The principles that rule this blog

Principles that will govern my thoughts as I express them here (from my opening statement):


  • Freedom of the individual should be as total as possible, limited only by the fact that nobody should be free to cause physical injury to another, or to deprive another person of his freedoms.
  • Government is necessary primarily to provide those services that private enterprise won't, or won't at a price that people can afford.
  • No person has a right to have his own beliefs on religious, moral, political, or other controversial issues imposed on others who do not share those beliefs.

I believe that Abraham Lincoln expressed it very well:

“The legitimate object of government is to do for a community of people whatever they need to have done, but cannot do, at all, or cannot
so well do, for themselves — in their separate, individual capacities.”


Comments will be invited, and I will attempt to reply to any comments that are offered in a serious and non-abusive manner. However, I will not tolerate abusive or profane language (my reasoning is that this is my blog, and so I can control it; I wouldn't interfere with your using such language on your own!)

If anyone finds an opinion that I express to be contrary to my principles, they are welcome to point this out. I hope that I can make a rational case for my comments. Because, in fact, one label I'll happily accept is rationalist.

Friday, February 25, 2011

Open primaries? No thanks! (But there is a good alternative!)

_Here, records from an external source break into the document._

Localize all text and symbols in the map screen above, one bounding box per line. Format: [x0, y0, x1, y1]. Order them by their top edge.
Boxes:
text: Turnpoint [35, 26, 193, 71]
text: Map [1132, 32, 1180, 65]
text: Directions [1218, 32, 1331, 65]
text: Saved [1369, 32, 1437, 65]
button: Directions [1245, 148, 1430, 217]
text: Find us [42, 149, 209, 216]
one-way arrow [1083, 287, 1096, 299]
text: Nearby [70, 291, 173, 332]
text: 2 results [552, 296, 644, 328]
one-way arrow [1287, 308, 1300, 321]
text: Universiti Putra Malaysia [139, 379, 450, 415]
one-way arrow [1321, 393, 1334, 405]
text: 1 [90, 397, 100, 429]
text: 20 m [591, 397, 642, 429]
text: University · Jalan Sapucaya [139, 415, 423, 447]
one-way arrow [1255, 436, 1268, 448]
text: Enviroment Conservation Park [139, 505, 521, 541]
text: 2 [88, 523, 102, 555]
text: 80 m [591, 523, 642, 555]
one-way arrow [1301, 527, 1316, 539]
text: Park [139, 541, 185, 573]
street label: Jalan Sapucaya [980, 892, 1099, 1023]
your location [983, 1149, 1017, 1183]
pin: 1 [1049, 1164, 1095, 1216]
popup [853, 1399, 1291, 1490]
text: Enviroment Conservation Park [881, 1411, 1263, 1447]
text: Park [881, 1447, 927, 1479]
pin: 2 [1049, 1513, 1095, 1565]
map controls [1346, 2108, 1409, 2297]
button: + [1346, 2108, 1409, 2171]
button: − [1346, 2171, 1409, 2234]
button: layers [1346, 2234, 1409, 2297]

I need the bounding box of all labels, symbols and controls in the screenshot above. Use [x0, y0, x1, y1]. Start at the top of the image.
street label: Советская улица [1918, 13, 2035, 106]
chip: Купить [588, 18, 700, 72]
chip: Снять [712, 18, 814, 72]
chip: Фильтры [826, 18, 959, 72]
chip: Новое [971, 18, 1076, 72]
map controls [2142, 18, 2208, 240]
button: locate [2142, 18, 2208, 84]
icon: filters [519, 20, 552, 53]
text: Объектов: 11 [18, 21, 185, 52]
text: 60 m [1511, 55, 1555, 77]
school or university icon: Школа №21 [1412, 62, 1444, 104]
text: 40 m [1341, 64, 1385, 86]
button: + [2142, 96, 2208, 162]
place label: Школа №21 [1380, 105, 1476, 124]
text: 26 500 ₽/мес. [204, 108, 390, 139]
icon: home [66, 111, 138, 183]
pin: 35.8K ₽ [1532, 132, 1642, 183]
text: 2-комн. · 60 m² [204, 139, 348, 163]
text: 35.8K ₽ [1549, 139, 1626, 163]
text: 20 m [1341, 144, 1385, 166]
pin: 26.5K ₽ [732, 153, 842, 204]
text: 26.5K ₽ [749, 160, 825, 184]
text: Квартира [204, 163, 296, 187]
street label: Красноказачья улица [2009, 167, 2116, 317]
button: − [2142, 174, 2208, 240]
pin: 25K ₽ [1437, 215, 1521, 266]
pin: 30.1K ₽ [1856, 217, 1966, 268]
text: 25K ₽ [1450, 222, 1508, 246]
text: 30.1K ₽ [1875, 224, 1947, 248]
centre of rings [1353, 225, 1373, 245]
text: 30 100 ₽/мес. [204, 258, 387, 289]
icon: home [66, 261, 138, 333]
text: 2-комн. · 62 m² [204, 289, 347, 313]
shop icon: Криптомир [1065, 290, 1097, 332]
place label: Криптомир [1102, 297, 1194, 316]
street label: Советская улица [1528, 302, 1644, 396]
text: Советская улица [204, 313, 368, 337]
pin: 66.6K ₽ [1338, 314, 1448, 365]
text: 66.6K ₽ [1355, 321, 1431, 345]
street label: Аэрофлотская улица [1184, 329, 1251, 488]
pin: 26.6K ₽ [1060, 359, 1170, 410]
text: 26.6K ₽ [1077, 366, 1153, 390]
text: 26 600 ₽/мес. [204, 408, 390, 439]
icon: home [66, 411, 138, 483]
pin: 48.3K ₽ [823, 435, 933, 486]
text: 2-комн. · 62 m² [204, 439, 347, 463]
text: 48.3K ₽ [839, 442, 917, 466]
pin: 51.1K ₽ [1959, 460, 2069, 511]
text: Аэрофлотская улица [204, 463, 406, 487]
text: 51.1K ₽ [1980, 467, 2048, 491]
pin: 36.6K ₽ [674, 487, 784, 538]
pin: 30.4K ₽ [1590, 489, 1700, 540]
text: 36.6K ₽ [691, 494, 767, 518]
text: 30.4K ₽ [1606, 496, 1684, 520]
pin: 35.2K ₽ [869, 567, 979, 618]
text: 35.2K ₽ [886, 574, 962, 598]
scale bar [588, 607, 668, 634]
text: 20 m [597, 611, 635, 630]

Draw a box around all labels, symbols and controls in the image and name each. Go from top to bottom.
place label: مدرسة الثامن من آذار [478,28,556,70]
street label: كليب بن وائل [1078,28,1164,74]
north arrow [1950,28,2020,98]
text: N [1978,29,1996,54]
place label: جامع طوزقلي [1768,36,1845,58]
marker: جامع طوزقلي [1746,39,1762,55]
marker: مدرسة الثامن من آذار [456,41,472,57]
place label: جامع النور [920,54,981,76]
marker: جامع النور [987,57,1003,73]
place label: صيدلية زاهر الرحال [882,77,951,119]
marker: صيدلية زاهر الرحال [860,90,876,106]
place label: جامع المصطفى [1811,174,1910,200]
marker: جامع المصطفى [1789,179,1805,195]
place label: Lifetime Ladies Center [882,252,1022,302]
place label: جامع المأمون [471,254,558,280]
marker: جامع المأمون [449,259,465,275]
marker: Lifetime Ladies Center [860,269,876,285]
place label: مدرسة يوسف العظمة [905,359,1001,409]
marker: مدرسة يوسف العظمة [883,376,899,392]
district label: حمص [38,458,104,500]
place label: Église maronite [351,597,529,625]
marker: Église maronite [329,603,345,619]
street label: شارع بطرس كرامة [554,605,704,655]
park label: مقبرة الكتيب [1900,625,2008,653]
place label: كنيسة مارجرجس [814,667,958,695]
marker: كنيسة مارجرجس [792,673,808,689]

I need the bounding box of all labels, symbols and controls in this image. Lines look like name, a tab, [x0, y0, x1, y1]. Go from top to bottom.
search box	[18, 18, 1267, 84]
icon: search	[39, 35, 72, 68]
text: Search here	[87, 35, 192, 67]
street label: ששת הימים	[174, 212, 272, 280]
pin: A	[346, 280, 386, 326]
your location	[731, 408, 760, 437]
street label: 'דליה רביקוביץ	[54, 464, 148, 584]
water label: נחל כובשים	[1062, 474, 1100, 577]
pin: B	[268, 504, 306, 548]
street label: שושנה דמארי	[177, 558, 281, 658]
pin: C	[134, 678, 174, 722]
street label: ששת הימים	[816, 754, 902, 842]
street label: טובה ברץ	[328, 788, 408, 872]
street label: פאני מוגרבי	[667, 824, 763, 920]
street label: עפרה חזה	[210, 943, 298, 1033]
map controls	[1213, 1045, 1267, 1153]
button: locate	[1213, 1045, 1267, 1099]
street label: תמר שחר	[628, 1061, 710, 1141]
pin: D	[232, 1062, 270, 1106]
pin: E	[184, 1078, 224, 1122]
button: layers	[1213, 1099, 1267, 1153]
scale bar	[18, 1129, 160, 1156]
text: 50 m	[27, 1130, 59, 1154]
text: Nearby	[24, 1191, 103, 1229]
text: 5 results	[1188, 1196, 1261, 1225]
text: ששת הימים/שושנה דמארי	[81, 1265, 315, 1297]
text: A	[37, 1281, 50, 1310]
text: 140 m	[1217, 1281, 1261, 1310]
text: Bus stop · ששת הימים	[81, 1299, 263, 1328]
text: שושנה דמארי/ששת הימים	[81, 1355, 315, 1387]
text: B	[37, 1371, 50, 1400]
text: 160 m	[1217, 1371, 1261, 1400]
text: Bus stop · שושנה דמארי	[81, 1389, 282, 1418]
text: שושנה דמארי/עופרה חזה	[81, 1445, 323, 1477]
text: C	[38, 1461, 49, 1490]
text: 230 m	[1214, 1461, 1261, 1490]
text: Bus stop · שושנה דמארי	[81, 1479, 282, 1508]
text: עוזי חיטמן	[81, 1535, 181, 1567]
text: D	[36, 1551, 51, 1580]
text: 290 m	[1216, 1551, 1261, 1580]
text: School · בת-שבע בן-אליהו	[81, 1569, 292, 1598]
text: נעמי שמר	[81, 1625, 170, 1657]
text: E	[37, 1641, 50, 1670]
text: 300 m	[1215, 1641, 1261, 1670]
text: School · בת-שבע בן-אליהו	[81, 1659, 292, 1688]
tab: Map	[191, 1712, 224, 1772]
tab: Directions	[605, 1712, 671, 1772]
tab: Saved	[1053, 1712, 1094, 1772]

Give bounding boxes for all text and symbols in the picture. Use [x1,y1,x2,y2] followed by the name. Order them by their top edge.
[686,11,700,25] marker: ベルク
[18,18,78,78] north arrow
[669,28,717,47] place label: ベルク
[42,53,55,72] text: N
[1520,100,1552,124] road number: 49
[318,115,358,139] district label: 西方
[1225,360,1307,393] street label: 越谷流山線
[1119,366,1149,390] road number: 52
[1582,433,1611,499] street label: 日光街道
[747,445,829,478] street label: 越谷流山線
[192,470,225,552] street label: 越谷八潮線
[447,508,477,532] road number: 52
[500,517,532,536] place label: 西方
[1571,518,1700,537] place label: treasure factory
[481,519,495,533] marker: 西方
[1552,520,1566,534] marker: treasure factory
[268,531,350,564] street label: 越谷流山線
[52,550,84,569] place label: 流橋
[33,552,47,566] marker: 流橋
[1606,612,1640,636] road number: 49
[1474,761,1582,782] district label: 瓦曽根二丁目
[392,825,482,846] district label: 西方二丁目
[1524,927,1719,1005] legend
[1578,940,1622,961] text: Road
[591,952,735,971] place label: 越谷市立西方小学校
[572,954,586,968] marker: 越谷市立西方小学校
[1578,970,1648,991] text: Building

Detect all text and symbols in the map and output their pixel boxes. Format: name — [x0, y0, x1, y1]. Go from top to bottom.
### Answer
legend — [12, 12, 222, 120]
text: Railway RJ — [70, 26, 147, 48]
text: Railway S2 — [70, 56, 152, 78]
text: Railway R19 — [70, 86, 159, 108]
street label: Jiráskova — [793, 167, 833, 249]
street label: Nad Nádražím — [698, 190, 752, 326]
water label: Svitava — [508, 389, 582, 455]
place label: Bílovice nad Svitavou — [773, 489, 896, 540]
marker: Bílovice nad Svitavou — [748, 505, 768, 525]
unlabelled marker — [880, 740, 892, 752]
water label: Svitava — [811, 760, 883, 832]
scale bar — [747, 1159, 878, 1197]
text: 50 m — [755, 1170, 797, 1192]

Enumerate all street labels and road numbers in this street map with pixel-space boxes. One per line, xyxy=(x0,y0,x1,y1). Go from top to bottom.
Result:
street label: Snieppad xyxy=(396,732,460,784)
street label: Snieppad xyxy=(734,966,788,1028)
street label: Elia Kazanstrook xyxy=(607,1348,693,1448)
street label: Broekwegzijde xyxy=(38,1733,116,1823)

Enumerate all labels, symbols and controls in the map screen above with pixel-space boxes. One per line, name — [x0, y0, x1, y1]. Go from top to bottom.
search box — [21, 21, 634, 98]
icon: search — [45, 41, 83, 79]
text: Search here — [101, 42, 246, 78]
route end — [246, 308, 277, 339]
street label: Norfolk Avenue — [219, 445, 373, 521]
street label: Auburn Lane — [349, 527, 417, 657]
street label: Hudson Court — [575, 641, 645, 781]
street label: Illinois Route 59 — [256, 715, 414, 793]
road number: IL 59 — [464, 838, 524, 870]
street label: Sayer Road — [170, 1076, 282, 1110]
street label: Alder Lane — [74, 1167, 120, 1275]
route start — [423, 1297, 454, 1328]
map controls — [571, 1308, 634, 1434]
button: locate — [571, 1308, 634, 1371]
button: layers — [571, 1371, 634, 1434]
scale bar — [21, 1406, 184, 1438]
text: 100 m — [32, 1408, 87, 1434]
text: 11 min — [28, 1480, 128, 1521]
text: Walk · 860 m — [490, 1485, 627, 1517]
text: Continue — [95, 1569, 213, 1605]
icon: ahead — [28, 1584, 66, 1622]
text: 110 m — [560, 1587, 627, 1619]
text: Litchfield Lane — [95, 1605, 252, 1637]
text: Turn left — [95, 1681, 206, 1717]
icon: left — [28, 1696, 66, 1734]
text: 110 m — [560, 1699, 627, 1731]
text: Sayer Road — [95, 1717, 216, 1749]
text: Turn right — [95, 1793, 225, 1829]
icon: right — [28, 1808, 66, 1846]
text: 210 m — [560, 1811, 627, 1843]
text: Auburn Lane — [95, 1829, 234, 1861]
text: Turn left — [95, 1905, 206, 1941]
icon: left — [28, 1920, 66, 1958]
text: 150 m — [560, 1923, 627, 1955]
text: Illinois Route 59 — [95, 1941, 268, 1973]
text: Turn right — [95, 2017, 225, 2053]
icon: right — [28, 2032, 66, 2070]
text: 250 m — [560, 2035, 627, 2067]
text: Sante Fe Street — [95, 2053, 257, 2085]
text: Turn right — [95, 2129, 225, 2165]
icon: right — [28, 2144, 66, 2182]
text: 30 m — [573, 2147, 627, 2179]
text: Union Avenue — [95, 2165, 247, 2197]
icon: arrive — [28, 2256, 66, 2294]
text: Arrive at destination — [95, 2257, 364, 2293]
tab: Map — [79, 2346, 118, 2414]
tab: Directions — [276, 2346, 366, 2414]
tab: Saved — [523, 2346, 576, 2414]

Solomon Kleinsmith is the owner of a centrist blog: this means, of course, a little bit to the left of my politics, but not so far that I don't agree with a lot of his positions. But one thing he favors that I cannot is open primaries.

You might think that allowing Democrats and Republicans to vote in each other's primaries might moderate their choices, but look what this could cause: Consider next year, when Barack Obama is certain to be the Democrats' nominee. Since a Democrat has no likelihood of affecting the primary process in his own party, he might decide to cross over and vote in the Republican primary, and vote for the Republican that Obama has the best chance to defeat. As a result, the Republicans would have someone like a Sarah Palin nominated, just to make it easier for Obama. (Think of Christine O'Donnell in Delaware last year. She wasn't nominated in an open primary, but open primaries might cause a lot more of this type of nomination.)

Of course, one might argue that this sort of thing hasn't much happened in those States that do have open primaries. Well, let's see what has happened in those States. Virginia is an open-primary state; it has to be, because Virginia law does not allow voters to register in a paty, the way Maryland and New York (to mention the two States where I've been registered to vote in my lifetime) do. Wisconsin is very similar to Virginia in this respect. Now can anyone argue that Virginia candidates have been more moderate, more centrist than, say Maryland candidates? I don't think they have been. And certainly the recent impasse in Wisconsin has shown that in that State, exteremism has not been driven out of local politics.

Now Kleinsmith does agree with me on another proposed election rule change: he strongly opposes "top two primaries." These were adopted statewide in Louisiana and subsequently in a couple of other states; the same system is used in my county for the nonpartisan Board of Education elections. In a "top two primary," all candidates (in a partisan election, all the candidates of all parties) run against each other, and two (who might be both from the same party!) are chosen to run in the final election. In Louisiana, this has led to the bizarre "lizard/wizard" election of 1991. It is clear that it causes all sorts of problems, and a whole chapter was written in William Poundstone's book, "Gaming the Vote" about the 1991 Louisiana Gubernatorial election. Suffice it to say that that's not the answer either.

Is there a solution that will help moderate candidates get elected? Possibly. Poundstone's book suggests that another system would be better: score voting, also known as range voting. In this system, the voter rates all the candidates instead of picking just one. And a moderate candidate might, by getting high, but not maximal, ratings from both left-of-center and right-of-center voters, actually win in a score voting election. Check out the Center for Range Voting site, or Poundstone's book. You might be impressed.